- Exercise objective -
Every record below must come back exactly as written, with the images dropped.

Dataset items
>>>>
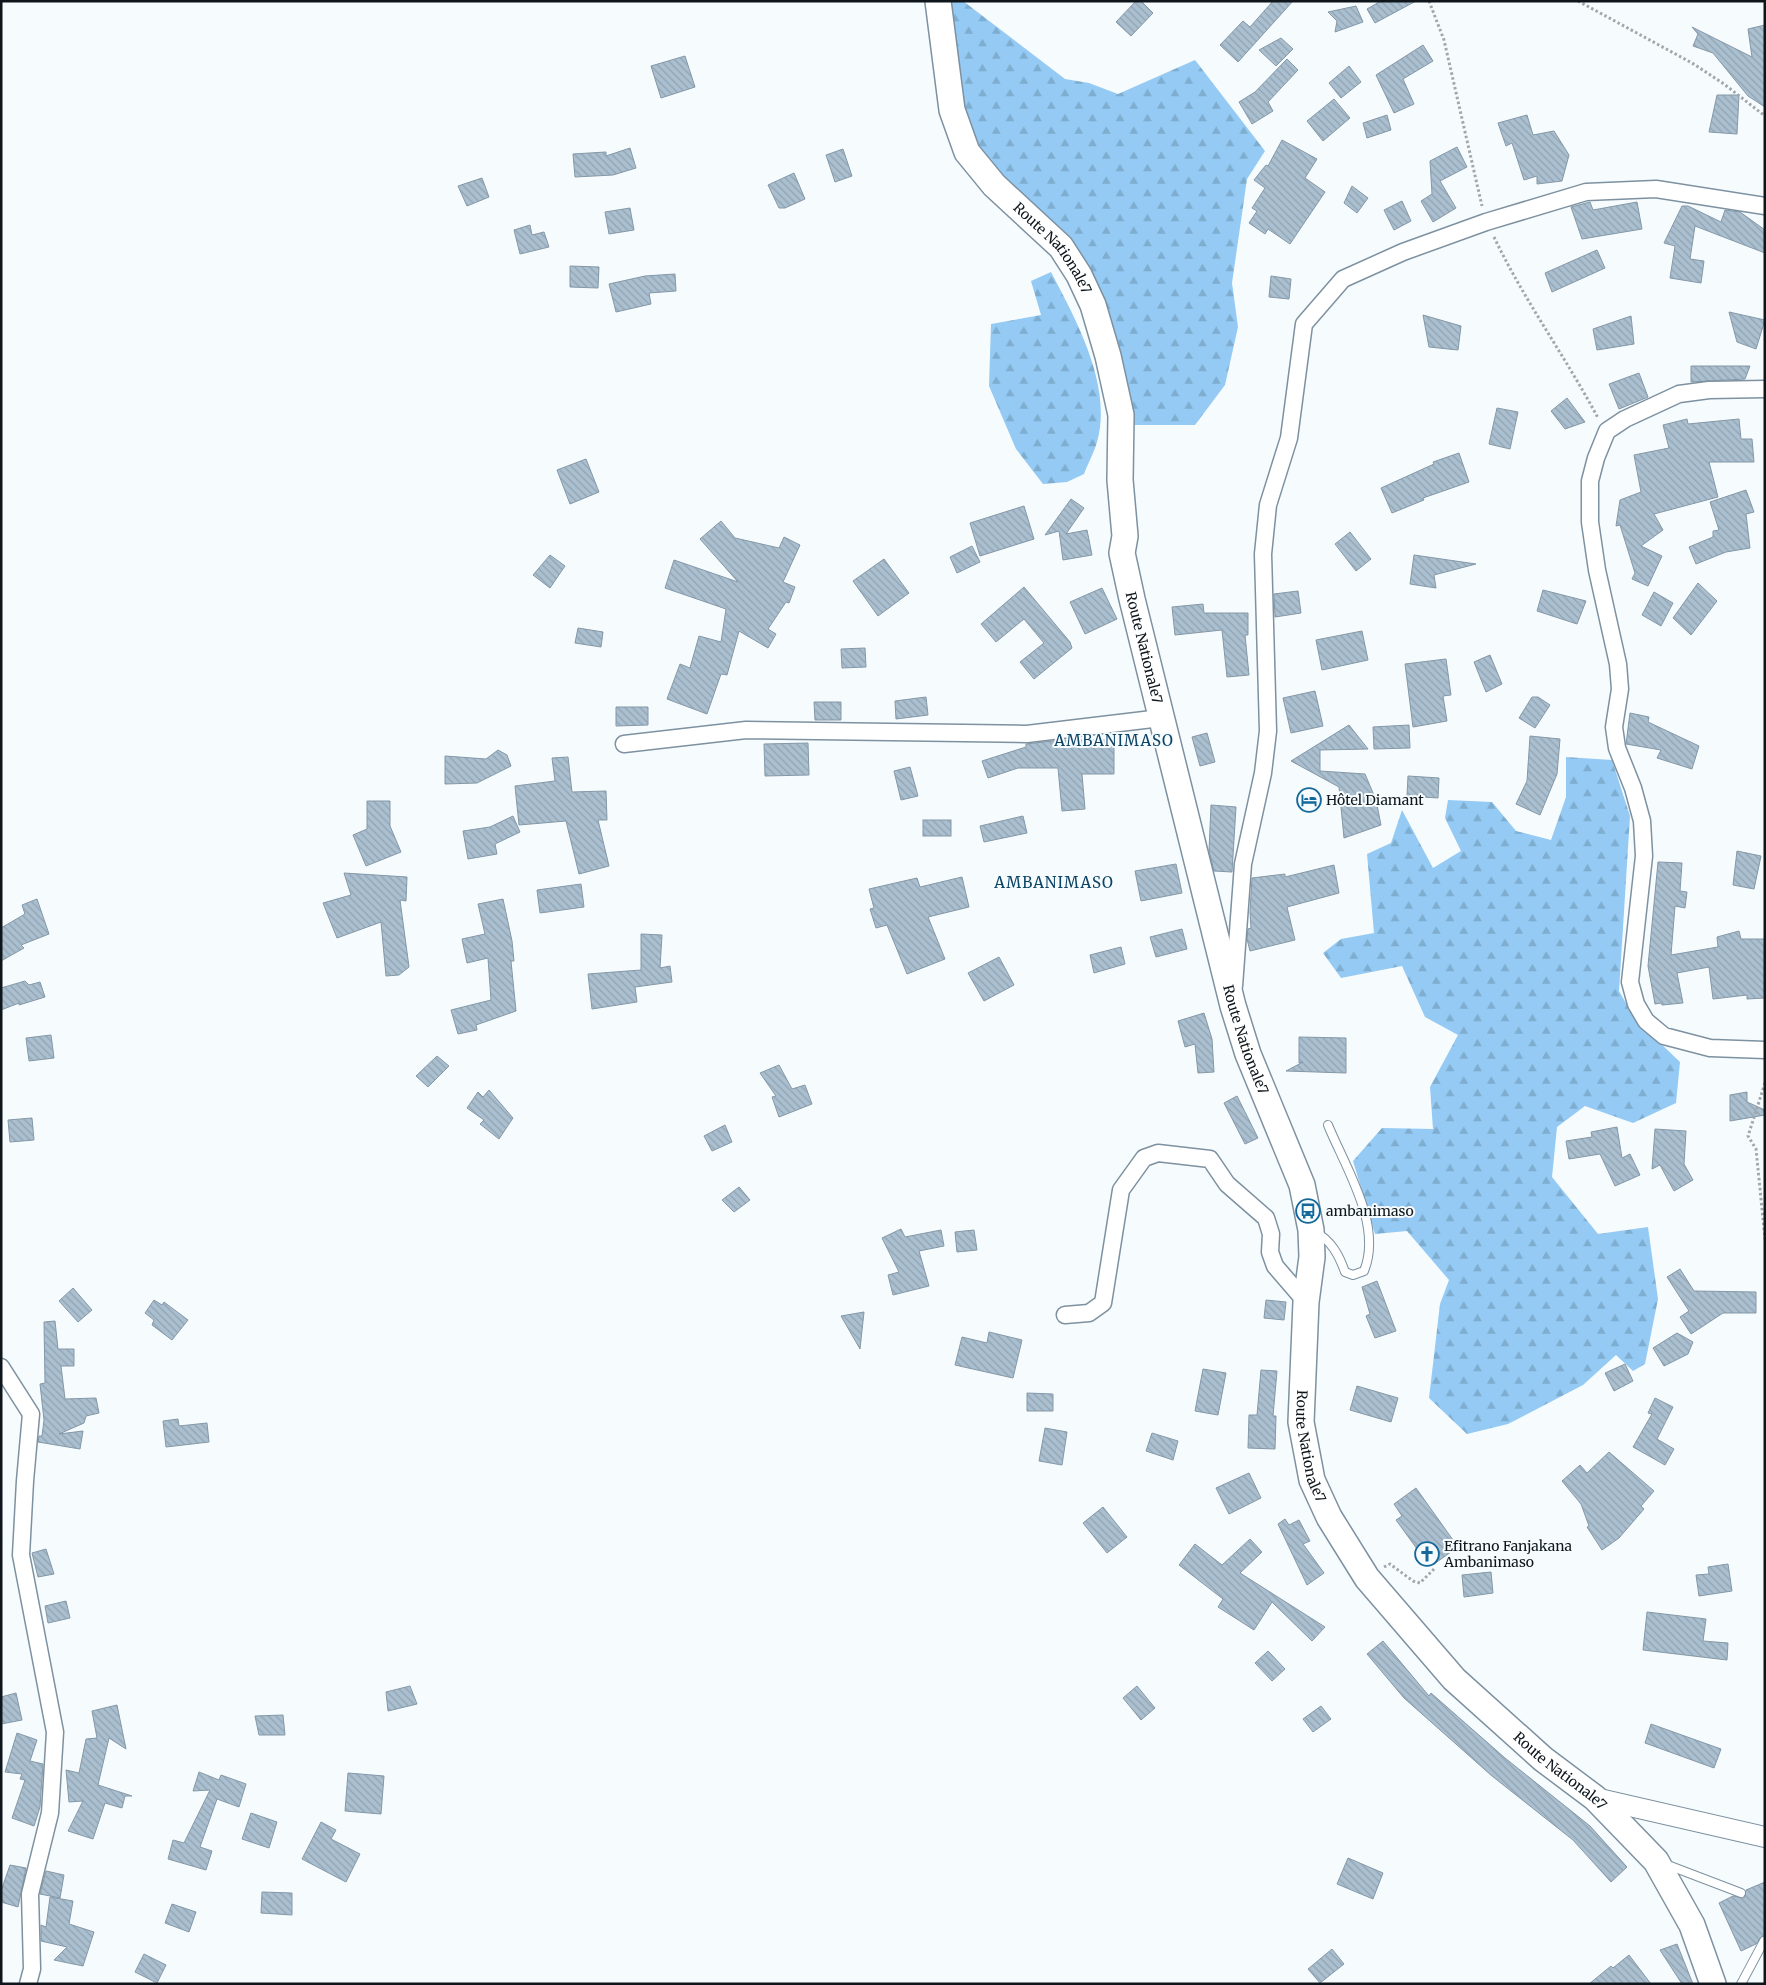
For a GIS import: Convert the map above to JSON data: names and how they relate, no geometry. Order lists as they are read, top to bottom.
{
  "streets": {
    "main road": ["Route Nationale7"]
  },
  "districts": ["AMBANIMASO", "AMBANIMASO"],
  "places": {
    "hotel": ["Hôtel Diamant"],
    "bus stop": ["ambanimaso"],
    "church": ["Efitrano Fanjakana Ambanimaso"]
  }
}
<<<<
- Solution to the exercise -
For a GIS import: Convert the map above to JSON data: names and how they relate, no geometry. Order lists as they are read, top to bottom.
{
  "streets": {
    "main road": ["Route Nationale7"]
  },
  "districts": ["AMBANIMASO", "AMBANIMASO"],
  "places": {
    "hotel": ["Hôtel Diamant"],
    "bus stop": ["ambanimaso"],
    "church": ["Efitrano Fanjakana Ambanimaso"]
  }
}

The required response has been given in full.